◆ Task description ◆
The lines from the top of the data down to the line with "translate:-50% -50%; white-space:nowrap;" should be repeated exactly, both ends included.

--- --- ---

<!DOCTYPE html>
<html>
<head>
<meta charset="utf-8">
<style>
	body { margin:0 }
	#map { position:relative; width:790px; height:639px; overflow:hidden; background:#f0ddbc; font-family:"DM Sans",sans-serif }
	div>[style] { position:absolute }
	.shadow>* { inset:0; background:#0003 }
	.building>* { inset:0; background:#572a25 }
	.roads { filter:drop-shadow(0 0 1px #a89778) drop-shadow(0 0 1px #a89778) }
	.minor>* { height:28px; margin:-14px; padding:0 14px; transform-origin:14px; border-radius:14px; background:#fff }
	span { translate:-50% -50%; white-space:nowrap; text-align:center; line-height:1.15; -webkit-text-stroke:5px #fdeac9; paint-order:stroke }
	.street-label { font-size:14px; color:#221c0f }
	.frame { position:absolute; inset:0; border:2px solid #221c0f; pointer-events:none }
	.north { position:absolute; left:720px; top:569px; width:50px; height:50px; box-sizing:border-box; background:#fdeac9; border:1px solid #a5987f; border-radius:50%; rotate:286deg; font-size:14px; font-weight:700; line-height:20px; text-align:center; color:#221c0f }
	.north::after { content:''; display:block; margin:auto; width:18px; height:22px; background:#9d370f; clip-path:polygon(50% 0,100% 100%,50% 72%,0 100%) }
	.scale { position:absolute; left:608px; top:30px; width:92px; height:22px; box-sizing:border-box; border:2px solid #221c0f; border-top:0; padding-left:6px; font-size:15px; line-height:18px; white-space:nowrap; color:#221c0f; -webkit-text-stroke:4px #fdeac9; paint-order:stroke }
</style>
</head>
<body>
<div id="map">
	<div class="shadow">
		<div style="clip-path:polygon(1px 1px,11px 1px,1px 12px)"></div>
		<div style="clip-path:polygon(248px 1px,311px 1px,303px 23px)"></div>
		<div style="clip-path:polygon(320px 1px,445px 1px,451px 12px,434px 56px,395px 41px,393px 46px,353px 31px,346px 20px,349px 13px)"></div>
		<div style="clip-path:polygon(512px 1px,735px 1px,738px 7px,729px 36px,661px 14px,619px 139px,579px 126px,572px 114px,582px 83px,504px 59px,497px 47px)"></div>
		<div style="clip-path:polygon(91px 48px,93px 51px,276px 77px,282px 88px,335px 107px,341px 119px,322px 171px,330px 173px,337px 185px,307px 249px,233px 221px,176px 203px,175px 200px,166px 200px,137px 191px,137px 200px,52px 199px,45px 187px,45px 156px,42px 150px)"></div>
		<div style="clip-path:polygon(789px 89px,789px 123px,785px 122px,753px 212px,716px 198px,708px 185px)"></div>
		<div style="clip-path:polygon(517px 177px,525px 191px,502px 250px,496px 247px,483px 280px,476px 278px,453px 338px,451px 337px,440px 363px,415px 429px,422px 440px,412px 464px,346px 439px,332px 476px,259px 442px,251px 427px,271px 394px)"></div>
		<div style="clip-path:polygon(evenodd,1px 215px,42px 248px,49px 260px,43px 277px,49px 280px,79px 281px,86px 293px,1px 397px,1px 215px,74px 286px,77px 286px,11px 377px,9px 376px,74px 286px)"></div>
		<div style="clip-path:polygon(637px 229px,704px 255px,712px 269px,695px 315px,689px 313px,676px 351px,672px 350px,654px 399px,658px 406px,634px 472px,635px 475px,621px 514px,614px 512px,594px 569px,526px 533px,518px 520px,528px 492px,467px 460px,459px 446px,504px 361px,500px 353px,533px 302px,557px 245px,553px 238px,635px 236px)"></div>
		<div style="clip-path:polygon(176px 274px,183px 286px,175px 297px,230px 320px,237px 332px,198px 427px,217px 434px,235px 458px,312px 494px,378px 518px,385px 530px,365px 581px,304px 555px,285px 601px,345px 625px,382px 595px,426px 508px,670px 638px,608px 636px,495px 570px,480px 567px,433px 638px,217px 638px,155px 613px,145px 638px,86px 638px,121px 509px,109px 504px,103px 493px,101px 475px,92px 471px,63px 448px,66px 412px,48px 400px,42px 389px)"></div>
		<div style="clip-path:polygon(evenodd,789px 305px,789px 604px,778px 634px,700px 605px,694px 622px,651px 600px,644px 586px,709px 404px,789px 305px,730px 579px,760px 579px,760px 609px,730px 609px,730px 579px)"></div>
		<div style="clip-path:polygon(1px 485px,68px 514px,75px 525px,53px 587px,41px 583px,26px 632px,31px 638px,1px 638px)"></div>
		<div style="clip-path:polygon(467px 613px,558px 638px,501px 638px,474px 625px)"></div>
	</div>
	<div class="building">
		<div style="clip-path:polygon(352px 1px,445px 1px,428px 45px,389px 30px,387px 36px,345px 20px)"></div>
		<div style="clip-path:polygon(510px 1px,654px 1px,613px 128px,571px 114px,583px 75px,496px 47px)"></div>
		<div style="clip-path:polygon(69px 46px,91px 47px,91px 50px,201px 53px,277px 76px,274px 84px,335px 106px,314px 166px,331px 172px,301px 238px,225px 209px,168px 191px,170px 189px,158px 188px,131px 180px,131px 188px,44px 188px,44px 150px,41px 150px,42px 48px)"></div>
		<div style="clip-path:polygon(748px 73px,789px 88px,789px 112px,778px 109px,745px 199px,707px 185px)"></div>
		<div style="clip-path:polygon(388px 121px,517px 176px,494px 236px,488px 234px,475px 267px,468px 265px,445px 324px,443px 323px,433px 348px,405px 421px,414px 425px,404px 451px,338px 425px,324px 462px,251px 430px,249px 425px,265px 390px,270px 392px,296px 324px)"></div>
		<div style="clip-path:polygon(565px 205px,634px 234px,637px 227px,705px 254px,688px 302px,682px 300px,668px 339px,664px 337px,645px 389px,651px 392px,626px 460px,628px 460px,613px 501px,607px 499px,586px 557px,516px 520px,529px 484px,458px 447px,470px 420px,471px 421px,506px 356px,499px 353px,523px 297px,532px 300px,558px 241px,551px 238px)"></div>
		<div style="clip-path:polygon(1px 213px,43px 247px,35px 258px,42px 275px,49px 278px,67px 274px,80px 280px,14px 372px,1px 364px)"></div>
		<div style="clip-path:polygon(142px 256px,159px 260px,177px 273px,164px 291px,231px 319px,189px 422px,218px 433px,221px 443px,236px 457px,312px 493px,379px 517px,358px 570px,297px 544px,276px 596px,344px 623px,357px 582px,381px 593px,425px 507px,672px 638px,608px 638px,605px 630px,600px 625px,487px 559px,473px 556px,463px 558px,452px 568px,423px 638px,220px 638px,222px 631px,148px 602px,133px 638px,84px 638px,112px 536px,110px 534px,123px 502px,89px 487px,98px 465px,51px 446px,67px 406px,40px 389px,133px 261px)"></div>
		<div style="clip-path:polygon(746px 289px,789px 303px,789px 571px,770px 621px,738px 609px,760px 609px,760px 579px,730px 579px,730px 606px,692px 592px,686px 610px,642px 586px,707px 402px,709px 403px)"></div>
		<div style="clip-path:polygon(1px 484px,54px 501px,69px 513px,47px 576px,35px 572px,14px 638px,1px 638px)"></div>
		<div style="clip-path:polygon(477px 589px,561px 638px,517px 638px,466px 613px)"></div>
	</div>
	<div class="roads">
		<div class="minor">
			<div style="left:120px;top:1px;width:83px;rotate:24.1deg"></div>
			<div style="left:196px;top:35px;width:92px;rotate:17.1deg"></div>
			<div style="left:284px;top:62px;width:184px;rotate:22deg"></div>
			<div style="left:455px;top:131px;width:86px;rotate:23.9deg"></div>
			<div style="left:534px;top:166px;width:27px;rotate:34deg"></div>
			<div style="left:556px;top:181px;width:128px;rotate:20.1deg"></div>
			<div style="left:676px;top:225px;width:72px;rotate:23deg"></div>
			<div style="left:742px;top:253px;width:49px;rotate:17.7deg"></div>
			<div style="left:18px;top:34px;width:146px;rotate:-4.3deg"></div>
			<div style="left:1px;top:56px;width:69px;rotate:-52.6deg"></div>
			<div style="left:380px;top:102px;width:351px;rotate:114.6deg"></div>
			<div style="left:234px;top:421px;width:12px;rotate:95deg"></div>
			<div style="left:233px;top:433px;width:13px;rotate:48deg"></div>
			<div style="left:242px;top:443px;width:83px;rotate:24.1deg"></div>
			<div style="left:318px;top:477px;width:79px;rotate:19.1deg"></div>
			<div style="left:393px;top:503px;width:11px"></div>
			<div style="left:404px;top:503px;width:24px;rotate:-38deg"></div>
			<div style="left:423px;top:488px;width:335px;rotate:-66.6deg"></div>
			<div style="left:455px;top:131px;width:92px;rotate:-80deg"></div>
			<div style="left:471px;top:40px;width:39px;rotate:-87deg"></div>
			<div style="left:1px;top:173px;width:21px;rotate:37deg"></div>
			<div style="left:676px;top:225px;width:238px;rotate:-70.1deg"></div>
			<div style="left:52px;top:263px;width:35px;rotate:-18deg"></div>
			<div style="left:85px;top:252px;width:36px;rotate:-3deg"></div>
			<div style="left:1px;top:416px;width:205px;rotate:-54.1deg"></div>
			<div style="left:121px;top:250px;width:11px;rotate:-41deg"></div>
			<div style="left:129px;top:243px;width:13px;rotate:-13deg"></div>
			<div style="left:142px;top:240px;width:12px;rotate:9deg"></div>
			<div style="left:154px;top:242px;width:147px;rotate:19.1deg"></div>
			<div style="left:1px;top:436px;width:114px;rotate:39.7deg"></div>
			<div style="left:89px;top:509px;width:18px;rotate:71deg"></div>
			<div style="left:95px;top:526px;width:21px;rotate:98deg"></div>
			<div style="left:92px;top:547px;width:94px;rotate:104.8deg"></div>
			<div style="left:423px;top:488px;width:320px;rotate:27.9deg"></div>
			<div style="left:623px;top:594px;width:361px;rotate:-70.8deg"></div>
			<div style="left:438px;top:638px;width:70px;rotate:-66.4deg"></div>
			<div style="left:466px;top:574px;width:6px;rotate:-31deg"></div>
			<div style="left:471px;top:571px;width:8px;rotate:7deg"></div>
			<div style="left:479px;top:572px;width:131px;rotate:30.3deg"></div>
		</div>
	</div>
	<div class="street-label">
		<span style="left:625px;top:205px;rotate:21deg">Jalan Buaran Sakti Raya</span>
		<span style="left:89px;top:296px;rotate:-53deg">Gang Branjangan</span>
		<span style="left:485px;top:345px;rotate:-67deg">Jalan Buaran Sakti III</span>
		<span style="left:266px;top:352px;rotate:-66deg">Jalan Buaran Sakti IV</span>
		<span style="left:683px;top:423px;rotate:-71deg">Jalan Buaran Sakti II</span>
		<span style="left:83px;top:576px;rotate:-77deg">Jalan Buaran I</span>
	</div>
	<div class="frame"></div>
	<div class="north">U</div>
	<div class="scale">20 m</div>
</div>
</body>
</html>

--- --- ---

◆ Exercise output ◆
<!DOCTYPE html>
<html>
<head>
<meta charset="utf-8">
<style>
	body { margin:0 }
	#map { position:relative; width:790px; height:639px; overflow:hidden; background:#f0ddbc; font-family:"DM Sans",sans-serif }
	div>[style] { position:absolute }
	.shadow>* { inset:0; background:#0003 }
	.building>* { inset:0; background:#572a25 }
	.roads { filter:drop-shadow(0 0 1px #a89778) drop-shadow(0 0 1px #a89778) }
	.minor>* { height:28px; margin:-14px; padding:0 14px; transform-origin:14px; border-radius:14px; background:#fff }
	span { translate:-50% -50%; white-space:nowrap; text-align:center; line-height:1.15; -webkit-text-stroke:5px #fdeac9; paint-order:stroke }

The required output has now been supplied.